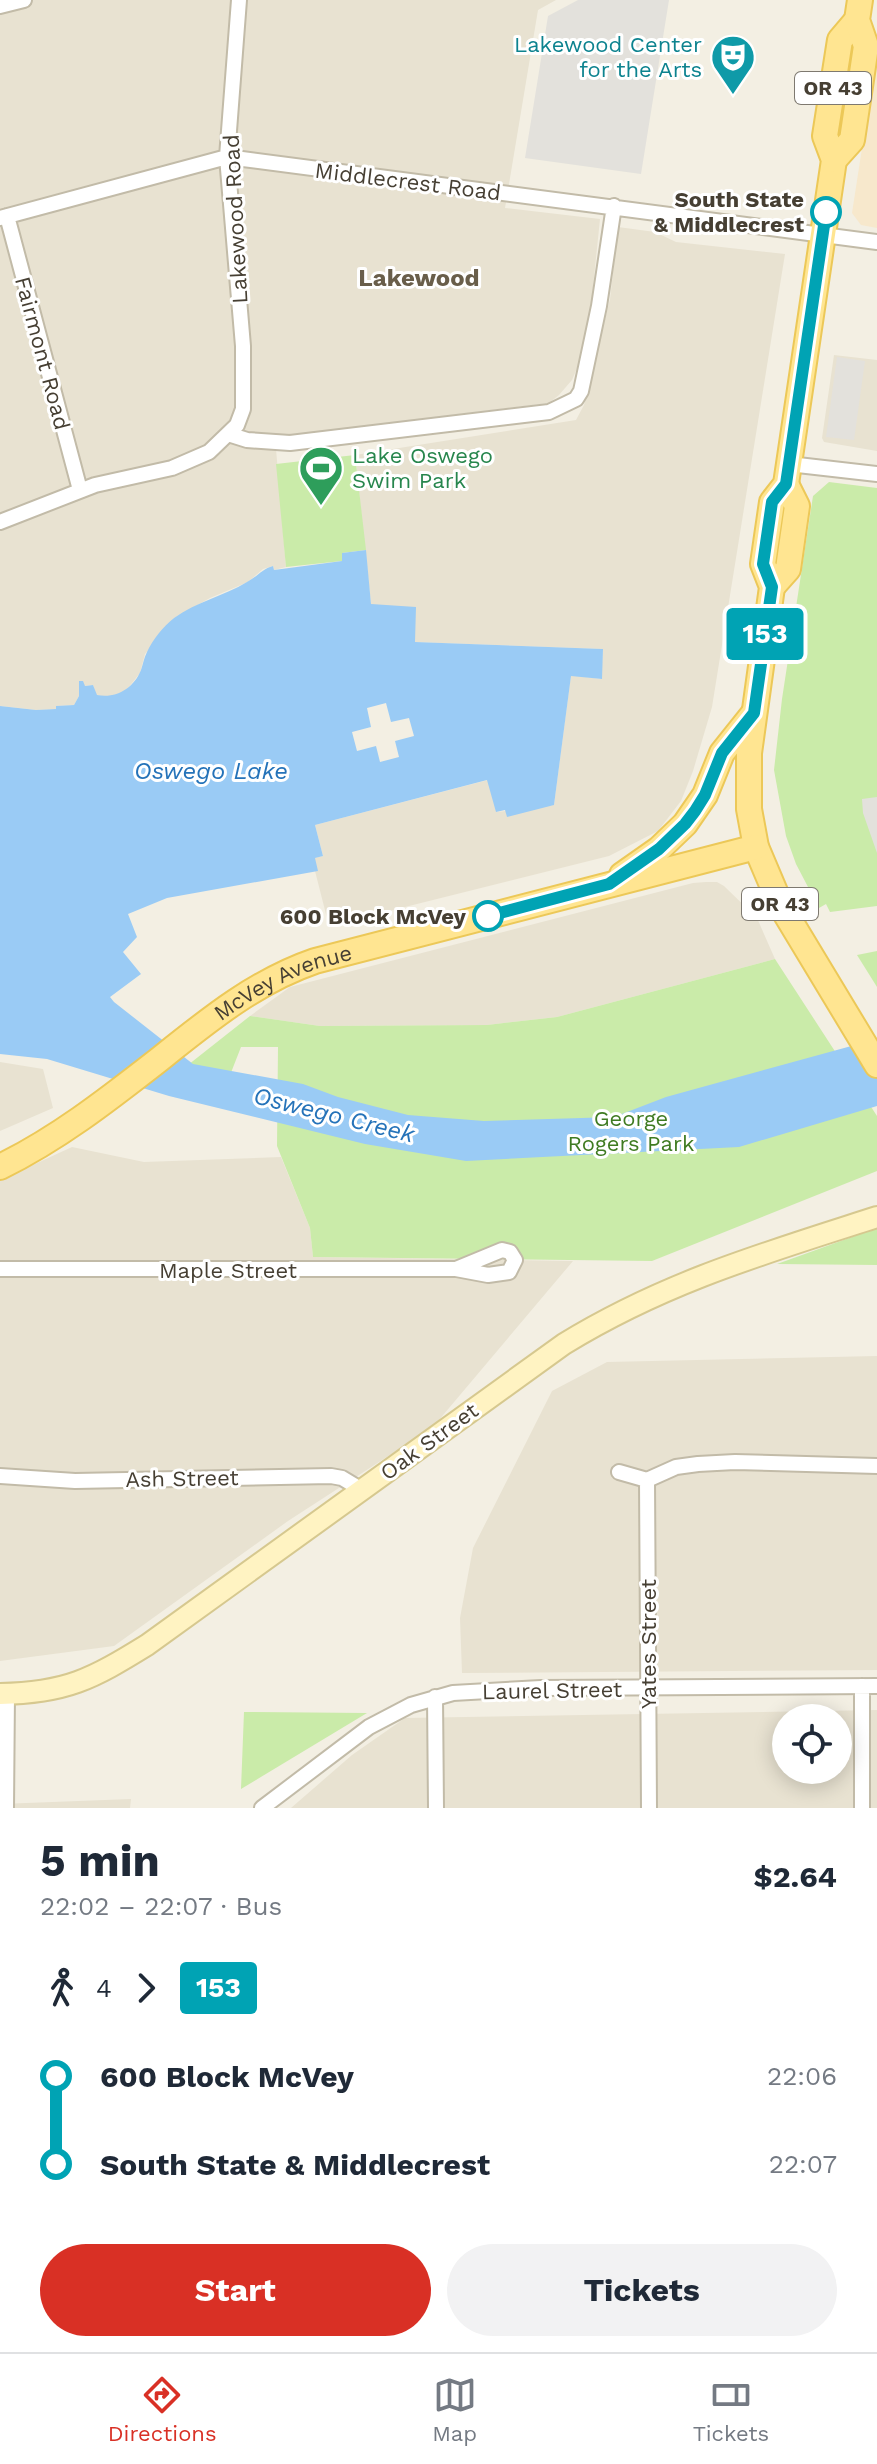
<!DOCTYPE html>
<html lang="en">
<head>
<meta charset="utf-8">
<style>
	:root { --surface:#fff; --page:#f2f2f3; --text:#1f2937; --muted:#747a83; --line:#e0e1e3; --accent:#d93025 }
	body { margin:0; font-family:"Work Sans",sans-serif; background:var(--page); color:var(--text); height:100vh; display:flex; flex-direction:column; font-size:30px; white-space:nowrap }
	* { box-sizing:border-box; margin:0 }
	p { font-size:26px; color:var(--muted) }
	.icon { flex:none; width:44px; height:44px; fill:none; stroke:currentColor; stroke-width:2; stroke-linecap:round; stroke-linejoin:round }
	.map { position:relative; height:1808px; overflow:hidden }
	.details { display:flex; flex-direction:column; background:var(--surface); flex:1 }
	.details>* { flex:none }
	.badge { padding:0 16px; border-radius:6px; font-size:28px; line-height:52px }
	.buttons { position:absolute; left:772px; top:1704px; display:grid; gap:16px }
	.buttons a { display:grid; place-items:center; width:80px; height:80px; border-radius:50%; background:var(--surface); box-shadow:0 4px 20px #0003; font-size:40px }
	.map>.badge { position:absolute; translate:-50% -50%; box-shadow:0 0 0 4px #fff }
	.legs { display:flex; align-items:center; gap:12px; height:88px; padding:0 40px; font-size:26px }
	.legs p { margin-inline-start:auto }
	.head { display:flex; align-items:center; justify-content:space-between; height:136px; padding:0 40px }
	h1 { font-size:44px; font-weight:700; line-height:60px }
	.primary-button { display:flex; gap:16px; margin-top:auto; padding:16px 40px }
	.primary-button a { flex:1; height:92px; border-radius:48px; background:var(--accent); color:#fff; font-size:32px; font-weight:700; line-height:92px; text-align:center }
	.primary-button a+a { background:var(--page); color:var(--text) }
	ul { padding:0 40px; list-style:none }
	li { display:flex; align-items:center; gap:28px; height:88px; font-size:30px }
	li i { display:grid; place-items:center; width:12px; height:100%; margin:0 10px; background:currentColor }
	li i::after { content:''; width:20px; height:20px; margin:-10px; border:6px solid; border-radius:50%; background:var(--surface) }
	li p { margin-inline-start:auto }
	li:first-child i { background:linear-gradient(#0000 50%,currentColor 0) }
	li:last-child i { background:linear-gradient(currentColor 50%,#0000 0) }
	.dock { display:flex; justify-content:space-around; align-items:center; height:112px; border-top:2px solid var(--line); background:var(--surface); font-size:22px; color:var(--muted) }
	.dock a { display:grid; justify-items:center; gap:4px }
	.dock .active { color:var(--accent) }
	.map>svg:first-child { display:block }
	.residential { fill:#e8e2d1; fill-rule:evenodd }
	.commercial { fill:#f7e8cc }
	.green { fill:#caeba9 }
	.parking { fill:#e3e1dc }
	.water { fill:#9acbf5 }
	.pier { fill:#f3efe3 }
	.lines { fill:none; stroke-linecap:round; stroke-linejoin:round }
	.street-casing { stroke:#c2bba8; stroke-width:18 }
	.secondary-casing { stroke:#d6c88f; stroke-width:24 }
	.primary-casing { stroke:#ecc858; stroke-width:28 }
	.street { stroke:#fff; stroke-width:14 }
	.secondary { stroke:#fff3c2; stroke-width:20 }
	.primary { stroke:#ffe591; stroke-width:24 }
	.line-1-casing { stroke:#fff; stroke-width:18 }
	.line-1 { stroke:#00a3b4; stroke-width:12 }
	.stop-1-dot { fill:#fff; stroke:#00a3b4; stroke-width:4 }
	.labels { text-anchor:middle; stroke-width:6; stroke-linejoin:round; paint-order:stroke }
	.shield { fill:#fff; stroke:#7e7970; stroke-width:2 }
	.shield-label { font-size:20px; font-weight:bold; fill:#463f33 }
	.culture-label { font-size:22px; fill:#0d838f; stroke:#fff; text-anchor:end }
	.street-label { font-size:22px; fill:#463f33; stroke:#fff }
	.stop-label { font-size:22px; font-weight:bold; fill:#463f33; stroke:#fff; text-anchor:end }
	.leisure-label { font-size:22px; fill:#27864d; stroke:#fff; text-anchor:start }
	.park-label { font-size:22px; fill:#3f7b22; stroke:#fff }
	.neighbourhood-label { font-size:24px; font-weight:bold; fill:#695e4a; stroke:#fff }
	.water-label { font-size:24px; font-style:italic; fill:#2573b9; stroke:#fff }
</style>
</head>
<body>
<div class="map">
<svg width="877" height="1808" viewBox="0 0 877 1808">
	<rect width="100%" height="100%" fill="#f3efe3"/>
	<path class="residential" d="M0 0H556L538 10 505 208 600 219 592 297 581 359 572 380 559 395 549 403 275 437 286 567 274 570 273 566 263 569 248 582 210 598 174 618 145 654 140 673 125 692 106 697 96 695 93 685 84 686 79 681V696L74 705 56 706V709L36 710 0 706Z
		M618 227 655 232 676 242 785 254 712 707 693 771 681 801 658 831 609 856 329 926 315 871 317 870 314 858 323 856 315 825 488 780 497 812 554 805 571 675 601 679 603 649 415 642 371 604 355 455 576 420 584 405 610 299Z
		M834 355 877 360V451L824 442 822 438Z
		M706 882H717L724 886 757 918 775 959 557 1017 487 1025 320 1026 250 1016 290 987 693 883Z
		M0 1062 43 1069 53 1108 0 1131Z
		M72 1147 144 1162 281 1157 310 1228 313 1257 573 1261 433 1427 288 1521 114 1646 0 1661V1180Z
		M877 1356V1670L462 1673 460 1618 473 1548 552 1391 607 1362Z
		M877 1710V1808H291L352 1755 405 1718ZM786 1718H838V1770H786Z
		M131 1799 130 1808H0V1804Z"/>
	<path class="commercial" d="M877 51V228L861 225 852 213Z"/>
	<path class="green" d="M355 455 366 550 342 553V561L286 567 276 464Z
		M829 482 877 488V906L830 912 826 904 819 908 796 864 786 836 774 770 782 699 813 496Z
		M877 951V987L857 955Z
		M775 959 877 1116V1171L652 1261 313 1257 310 1228 277 1146 278 1047H241L225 1088 174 1076 250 1016 320 1026 487 1025 557 1017Z
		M877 1228V1265L777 1264Z
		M244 1712 367 1713 241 1789Z"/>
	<path class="parking" d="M578 0H669L641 174 525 158 548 16Z
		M837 357 865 361 854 440 826 437Z
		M877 797V853L863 813 862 799Z"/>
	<path class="water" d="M366 550 371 604 416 607 415 642 603 649 602 679 571 676 554 805 507 817 505 810 496 812 487 780 315 825 323 856 315 858 318 871 167 898 128 914 137 937 123 952 141 974 110 997 114 1002 193 1064 303 1084 338 1097 408 1115 484 1121 614 1117 666 1097 877 1039V1106L739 1147 466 1161 365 1144 169 1096 47 1059 0 1054V706L36 710 56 709V706L74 705 79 696V681H83L85 686 93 685 97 695C116 699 134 688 141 670 143 664 144 658 147 652 153 639 163 627 174 618 196 602 224 596 247 582 257 577 262 569 273 566L274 570 342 561V553Z"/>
	<path class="pier" d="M386 703 391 722 409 718 414 736 395 741 399 757 380 762 376 746 357 751 352 732 371 727 367 708Z"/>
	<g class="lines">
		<g class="street-casing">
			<path id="street" d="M0 6 24 0
				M7 216 80 490
				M0 218 227 157 877 242
				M228 434 247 440 290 443 549 412 576 399 581 391 599 306 614 206
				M789 464 877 474
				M0 522 95 485 172 468 209 452 237 425 243 409V346L227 157 239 0
				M0 1269H456L488 1275 509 1272 515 1260 510 1252 502 1250 456 1269
				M619 1472 647 1480 676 1467 698 1464 735 1462 877 1466
				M0 1476 75 1481 331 1476 342 1478 362 1490
				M647 1480 649 1808
				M862 1686V1808
				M435 1697 436 1808
				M6 1808 7 1694
				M262 1808 369 1727 411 1705 453 1693 541 1688 877 1686"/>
		</g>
		<g class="secondary-casing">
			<path id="secondary" d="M0 1694C66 1693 92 1679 147 1645L564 1344C665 1282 765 1253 877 1217"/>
		</g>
		<g class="primary-casing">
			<g id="primary">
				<path d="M857 20 840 40 825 136 834 160 786 484 772 502 763 564 772 587 749 753V809L756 847 781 906 877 1065"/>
				<path d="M834 160 852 140 866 46 857 20 860 0"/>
				<path d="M772 587 788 569 797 506 786 484"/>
				<path d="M622 875 659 849 685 824 705 795 722 753 754 713"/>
				<path id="s1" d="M0 1167C57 1139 106 1101 156 1062 206 1022 254 982 315 961L756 847"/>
			</g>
		</g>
		<use href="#street" class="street"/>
		<use href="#secondary" class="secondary"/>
		<use href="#primary" class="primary"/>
	</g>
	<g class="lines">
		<g class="line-1-casing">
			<path id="line-1" d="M488 916 609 884 659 849 685 824 695 811 705 795 722 753 754 713 772 587 763 564 772 502 786 484 826 212"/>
		</g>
		<use href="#line-1" class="line-1"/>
	</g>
	<defs>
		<g id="theatre-pin" transform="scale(2.3)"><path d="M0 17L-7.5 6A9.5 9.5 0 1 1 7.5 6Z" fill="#0f9aa8" stroke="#fff"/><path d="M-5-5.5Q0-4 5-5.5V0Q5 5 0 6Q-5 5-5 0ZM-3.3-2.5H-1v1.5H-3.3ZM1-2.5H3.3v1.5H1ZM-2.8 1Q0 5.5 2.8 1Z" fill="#fff"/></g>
		<g id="stadium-pin" transform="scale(2.3)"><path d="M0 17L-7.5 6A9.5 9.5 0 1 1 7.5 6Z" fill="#2e9e5b" stroke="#fff"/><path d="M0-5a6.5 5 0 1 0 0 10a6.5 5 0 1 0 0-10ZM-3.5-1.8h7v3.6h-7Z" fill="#fff"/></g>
	</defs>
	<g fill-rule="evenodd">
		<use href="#theatre-pin" x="733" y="57"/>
		<use href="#stadium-pin" x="321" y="468"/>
	</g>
	<g class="stop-1-dot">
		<circle cx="826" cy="212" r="14"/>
		<circle cx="488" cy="916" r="14"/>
	</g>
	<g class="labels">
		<g class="shield">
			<rect x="795" y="72" width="76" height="32" rx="6"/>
			<rect x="742" y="888" width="76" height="32" rx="6"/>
		</g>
		<g class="shield-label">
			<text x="833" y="95">OR 43</text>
			<text x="780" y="911">OR 43</text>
		</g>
		<g class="culture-label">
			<text x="702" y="52">Lakewood Center<tspan x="702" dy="25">for the Arts</tspan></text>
		</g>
		<g class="street-label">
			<text transform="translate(408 181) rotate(7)" y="8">Middlecrest Road</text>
			<text transform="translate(235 219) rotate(-93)" y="8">Lakewood Road</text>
			<text transform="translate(43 353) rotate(75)" y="8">Fairmont Road</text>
			<text dy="8" stroke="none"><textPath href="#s1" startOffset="340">McVey Avenue</textPath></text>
			<text x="228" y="1278">Maple Street</text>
			<text transform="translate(429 1441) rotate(-36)" y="8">Oak Street</text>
			<text transform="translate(182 1478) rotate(-1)" y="8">Ash Street</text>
			<text transform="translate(648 1644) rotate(-90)" y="8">Yates Street</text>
			<text transform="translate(552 1690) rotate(-1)" y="8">Laurel Street</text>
		</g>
		<g class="stop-label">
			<text x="804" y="207">South State<tspan x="804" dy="25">&amp; Middlecrest</tspan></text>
			<text x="466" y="924">600 Block McVey</text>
		</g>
		<g class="leisure-label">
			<text x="352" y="463">Lake Oswego<tspan x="352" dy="25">Swim Park</tspan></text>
		</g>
		<g class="park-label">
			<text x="631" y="1126">George<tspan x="631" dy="25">Rogers Park</tspan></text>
		</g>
		<g class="neighbourhood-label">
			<text x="419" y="286">Lakewood</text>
		</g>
		<g class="water-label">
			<text x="211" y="779">Oswego Lake</text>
			<text transform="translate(334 1115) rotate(14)" y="8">Oswego Creek</text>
		</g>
	</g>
</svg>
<div class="buttons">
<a><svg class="icon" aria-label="locate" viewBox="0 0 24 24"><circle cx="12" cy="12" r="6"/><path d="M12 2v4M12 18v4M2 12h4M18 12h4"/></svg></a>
</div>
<b class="badge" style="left:765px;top:634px;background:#00a3b4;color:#fff">153</b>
</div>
<section class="details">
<div class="head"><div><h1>5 min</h1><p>22:02 – 22:07 · Bus</p></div><b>$2.64</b></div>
<div class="legs"><svg class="icon" aria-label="walk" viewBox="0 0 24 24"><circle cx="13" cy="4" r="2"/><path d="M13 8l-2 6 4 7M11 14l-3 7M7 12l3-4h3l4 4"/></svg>4<svg class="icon" aria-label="forward" viewBox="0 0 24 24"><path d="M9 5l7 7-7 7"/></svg><b class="badge" style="background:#00a3b4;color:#fff">153</b></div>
<ul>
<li><i style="color:#00a3b4"></i><b>600 Block McVey</b><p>22:06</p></li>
<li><i style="color:#00a3b4"></i><b>South State &amp; Middlecrest</b><p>22:07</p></li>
</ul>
<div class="primary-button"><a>Start</a><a>Tickets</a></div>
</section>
<nav class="dock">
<a class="active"><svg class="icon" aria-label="directions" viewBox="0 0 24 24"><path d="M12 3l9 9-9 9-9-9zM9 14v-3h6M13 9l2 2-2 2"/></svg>Directions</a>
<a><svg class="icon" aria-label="map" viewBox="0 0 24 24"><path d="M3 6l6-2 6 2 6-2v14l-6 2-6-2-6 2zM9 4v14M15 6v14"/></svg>Map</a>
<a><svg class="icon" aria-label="tickets" viewBox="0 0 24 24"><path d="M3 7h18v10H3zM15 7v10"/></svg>Tickets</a>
</nav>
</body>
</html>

+ + + + + + +

• _How to complete this task_
Print the data above exactly, from its first line to the line bearing "background:var(--page); color:var(--text); height:100vh;" inclusive, and keep pictures out of the result.

• _Answer to the exercise_
<!DOCTYPE html>
<html lang="en">
<head>
<meta charset="utf-8">
<style>
	:root { --surface:#fff; --page:#f2f2f3; --text:#1f2937; --muted:#747a83; --line:#e0e1e3; --accent:#d93025 }
	body { margin:0; font-family:"Work Sans",sans-serif; background:var(--page); color:var(--text); height:100vh; display:flex; flex-direction:column; font-size:30px; white-space:nowrap }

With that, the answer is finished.